# Spoke choices for a wheel rebuild.....CX-Rays still the spoke of choice?



## KMan (Feb 3, 2004)

It's been a while since I've been here and I know lots has changed with new products and such. I had always built or had someone build all my wheels with CXRay spokes (MTB, Cross, Road).

My cross bike which I use for road/gravel riding, rear wheel which is an older Lightbikes carbon rim (prior to disc only rims), Shimano Centerlock disc hubset and CXray Spokes has constantly had some spoke breakage issues since 1st built 3 years ago. Truly I think it was just a poor build/tensioning from a LBS I had used for the wheelset build (I should have figured that out when first built and the wheel completely de-tensioned about 30 minutes into the first ride). I have been bandaging the wheel for a while now, but now I am going to do a rebuild with new spokes. Are CXray's still going to be my best spoke option for strength or am I better off going to something like the DT Aero Comp or DT Competition spokes?


----------



## Mike T. (Feb 3, 2004)

All spokes are strong *enough*. Of course CX-Rays have massive diminished returns for their extra cost but then most things do - my Ti frame cost 4x more than some "normal" frame and doesn't go any faster but that didn't stop me buying it. Same goes for the CX-Rays in some of my wheels - and Laser in some others. So buy Rays if you want them but they won't last longer than something at 1/3rd their cost - especially if some wheel hack gets their hands on them. A properly built wheel with Sapim Race or DT Comp will never need touching during the life of the rim.


----------



## Lombard (May 8, 2014)

Nothing wrong with DT Aero Comp or DT Competition. I use them both. And while I think it is a law of diminishing returns, if you really want to go weight weenie, you can always go with DT Aero Lite which are the DT equivalent of Sapim CXRays.


----------



## changingleaf (Aug 20, 2009)

CX-Rays are lightweight, easy to hold to prevent twist during tensioning, and can have some small aero benefits. Other stainless steel spokes from Sapim or DT Swiss will last a very long as well and can save you some money.


----------



## Mike T. (Feb 3, 2004)

Lombard said:


> Nothing wrong with DT Aero Comp or DT Competition. I use them both. And while I think it is a law of diminishing returns, if you really want to go weight weenie, you can always go with DT Aero Lite which are the DT equivalent of Sapim CXRays.

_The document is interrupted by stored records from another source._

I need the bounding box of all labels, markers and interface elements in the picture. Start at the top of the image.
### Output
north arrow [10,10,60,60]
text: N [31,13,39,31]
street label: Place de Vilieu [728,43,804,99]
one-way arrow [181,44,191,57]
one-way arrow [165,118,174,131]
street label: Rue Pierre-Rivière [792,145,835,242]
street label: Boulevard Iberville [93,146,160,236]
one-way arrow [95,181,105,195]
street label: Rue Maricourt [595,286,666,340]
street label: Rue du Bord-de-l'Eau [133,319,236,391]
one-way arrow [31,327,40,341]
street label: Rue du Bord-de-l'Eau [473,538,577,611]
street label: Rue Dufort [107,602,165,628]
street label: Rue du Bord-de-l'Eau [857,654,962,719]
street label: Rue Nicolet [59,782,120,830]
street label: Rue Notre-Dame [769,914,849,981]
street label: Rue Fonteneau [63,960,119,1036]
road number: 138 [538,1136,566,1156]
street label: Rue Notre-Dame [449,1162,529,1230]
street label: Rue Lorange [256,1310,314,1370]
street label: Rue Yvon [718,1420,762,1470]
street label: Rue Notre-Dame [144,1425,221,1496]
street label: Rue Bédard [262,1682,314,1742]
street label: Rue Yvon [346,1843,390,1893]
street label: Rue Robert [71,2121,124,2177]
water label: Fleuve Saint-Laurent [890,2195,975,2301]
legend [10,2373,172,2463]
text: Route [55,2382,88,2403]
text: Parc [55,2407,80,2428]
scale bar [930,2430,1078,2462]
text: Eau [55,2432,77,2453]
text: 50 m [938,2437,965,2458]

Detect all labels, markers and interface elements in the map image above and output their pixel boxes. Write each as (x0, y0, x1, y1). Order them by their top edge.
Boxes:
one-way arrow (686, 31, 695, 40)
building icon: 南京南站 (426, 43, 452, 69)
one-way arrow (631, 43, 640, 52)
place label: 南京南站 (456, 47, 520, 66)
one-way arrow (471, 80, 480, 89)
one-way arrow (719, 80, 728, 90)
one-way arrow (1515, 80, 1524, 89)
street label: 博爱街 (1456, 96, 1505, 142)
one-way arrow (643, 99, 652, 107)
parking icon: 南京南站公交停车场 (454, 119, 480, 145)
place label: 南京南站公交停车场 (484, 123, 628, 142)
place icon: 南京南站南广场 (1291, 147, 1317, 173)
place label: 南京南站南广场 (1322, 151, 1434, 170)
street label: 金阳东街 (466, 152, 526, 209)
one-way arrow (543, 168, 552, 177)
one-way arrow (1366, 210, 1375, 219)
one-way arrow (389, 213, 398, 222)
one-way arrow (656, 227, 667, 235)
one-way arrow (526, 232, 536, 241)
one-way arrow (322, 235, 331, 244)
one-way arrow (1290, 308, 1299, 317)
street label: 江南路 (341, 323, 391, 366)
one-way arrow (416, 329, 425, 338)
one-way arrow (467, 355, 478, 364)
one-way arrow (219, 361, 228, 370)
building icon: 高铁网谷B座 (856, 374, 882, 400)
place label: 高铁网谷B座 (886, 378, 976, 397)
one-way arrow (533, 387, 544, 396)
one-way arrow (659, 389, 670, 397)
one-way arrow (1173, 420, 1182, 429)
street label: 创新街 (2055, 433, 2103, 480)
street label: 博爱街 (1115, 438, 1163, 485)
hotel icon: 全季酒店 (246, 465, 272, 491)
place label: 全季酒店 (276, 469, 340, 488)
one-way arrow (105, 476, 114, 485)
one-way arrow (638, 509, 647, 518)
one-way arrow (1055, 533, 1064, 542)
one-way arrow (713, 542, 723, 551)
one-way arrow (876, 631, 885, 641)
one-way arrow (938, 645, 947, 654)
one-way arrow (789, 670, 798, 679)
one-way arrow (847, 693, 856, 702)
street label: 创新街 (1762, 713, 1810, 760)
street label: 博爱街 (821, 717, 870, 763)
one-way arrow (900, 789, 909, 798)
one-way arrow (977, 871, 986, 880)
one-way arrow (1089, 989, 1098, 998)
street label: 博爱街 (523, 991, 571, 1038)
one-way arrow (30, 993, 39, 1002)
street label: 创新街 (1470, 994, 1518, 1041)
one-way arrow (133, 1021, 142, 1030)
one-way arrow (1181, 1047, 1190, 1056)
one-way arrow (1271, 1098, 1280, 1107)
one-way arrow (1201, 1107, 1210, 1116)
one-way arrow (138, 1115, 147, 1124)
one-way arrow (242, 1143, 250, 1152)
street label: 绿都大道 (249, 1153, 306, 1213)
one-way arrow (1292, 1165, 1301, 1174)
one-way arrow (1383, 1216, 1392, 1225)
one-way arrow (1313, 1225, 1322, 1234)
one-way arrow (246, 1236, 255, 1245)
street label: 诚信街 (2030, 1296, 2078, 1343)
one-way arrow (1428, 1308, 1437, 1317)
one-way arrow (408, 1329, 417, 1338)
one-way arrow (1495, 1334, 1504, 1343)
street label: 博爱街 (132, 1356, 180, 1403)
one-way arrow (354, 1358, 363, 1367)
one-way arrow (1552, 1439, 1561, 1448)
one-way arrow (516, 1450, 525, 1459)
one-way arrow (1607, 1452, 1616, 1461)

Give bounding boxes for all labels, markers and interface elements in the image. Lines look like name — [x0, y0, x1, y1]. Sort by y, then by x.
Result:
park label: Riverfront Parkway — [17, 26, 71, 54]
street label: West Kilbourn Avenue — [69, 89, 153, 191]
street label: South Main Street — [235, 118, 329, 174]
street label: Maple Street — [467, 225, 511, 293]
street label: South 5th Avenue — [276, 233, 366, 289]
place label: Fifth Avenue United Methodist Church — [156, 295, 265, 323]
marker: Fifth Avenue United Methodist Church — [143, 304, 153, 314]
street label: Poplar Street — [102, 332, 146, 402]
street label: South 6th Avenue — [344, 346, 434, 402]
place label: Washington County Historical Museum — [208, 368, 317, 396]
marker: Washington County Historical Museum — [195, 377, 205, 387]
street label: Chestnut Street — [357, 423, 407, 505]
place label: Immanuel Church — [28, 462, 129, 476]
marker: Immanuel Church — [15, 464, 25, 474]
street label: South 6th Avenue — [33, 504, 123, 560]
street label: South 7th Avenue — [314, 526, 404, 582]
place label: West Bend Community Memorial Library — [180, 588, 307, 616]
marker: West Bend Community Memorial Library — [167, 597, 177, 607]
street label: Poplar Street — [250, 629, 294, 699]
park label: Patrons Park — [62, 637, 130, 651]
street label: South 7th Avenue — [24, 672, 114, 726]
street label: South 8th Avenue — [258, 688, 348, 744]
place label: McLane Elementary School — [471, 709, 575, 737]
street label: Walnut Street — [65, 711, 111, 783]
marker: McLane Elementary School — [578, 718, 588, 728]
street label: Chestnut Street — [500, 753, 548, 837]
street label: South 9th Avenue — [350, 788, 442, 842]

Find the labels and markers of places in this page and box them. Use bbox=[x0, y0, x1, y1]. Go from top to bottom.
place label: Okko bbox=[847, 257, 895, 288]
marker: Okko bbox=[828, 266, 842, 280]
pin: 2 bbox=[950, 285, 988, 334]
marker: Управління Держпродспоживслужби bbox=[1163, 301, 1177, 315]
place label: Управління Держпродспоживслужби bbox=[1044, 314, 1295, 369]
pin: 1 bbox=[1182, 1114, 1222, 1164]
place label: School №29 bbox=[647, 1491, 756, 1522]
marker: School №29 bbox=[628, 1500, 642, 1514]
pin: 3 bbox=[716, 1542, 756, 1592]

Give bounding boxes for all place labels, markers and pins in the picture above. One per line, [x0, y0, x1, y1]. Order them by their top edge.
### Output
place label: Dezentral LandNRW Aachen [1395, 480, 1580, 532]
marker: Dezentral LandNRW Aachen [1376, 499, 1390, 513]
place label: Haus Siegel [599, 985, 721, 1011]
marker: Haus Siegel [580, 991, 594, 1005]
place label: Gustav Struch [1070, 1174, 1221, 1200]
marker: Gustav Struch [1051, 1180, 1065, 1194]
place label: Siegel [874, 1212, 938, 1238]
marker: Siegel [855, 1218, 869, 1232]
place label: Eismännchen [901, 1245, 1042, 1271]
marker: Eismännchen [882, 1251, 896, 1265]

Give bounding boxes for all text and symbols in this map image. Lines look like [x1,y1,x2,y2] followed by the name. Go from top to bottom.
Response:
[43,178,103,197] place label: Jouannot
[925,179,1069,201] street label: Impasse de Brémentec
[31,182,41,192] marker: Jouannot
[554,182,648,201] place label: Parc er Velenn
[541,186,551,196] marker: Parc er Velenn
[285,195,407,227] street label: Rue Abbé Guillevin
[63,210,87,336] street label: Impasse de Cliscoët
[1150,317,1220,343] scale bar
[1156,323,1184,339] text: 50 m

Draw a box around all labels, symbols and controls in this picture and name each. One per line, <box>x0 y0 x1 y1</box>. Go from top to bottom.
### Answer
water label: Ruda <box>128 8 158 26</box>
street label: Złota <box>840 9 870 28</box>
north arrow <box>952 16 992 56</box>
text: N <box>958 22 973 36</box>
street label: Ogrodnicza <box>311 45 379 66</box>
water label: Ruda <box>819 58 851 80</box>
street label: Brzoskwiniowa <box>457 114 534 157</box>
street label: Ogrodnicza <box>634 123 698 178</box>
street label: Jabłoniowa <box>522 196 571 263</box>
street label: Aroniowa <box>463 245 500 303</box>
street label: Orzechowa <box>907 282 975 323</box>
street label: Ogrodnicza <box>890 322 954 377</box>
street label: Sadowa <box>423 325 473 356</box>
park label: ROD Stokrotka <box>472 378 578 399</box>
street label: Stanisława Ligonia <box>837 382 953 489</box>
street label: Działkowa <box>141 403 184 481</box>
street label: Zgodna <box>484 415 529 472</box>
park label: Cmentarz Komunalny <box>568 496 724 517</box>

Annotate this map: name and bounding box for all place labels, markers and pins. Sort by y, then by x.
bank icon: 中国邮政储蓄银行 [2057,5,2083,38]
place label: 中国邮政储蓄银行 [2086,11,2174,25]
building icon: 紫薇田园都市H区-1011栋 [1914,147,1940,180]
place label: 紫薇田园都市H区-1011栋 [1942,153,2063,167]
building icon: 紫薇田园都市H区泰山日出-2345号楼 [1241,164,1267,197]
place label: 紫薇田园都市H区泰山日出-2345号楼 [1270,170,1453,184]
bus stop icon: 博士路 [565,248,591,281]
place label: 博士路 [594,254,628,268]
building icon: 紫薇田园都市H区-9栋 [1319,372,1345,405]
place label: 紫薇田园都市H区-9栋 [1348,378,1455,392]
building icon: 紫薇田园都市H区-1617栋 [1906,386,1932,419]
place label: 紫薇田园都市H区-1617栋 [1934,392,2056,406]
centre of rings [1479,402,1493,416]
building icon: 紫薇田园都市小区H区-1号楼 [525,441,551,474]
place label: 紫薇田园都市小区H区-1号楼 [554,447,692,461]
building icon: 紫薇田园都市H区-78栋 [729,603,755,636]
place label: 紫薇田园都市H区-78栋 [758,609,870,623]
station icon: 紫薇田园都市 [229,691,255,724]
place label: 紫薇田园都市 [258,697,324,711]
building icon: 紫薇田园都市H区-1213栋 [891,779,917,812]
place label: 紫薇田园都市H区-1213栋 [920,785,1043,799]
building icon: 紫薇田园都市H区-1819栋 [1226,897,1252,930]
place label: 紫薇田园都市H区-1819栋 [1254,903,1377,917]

If anyone feels the need for "aero" spokes they can always use CX-Sprint and save some money but gain a couple of grams and minuscule amounts of air resistance. Mine go just as fast (or as slow) as my Rays, Laser and Race.


----------



## Lombard (May 8, 2014)

Mike T. said:


> If anyone feels the need for "aero" spokes they can always use CX-Sprint and save some money but gain a couple of grams and minuscule amounts of air resistance. Mine go just as fast (or as slow) as my Rays, Laser and Race.


I believe CX Sprint are the Sapim equivelant of DT Aero Comp and CX Rays are the Sapim equivelant of DT Aero Lite.

From my perspective, after hearing all the incidents of Sapim spoke failures, I see no reason not to use DT Swiss. Sure Sapim may be a little cheaper, but you get what you pay for.


----------



## Mike T. (Feb 3, 2004)

Lombard said:


> From my perspective, after hearing all the incidents of Sapim spoke failures, I see no reason not to use DT Swiss. Sure Sapim may be a little cheaper, but you get what you pay for.


From my personal *experience* having 20 years of CX-Ray constant ownership and usage, covering race and training MTB wheels and training miles on road wheels, I haven't had one failure.

Maybe a lot of it (all of it?) is due to how well or poorly the wheels were built eh?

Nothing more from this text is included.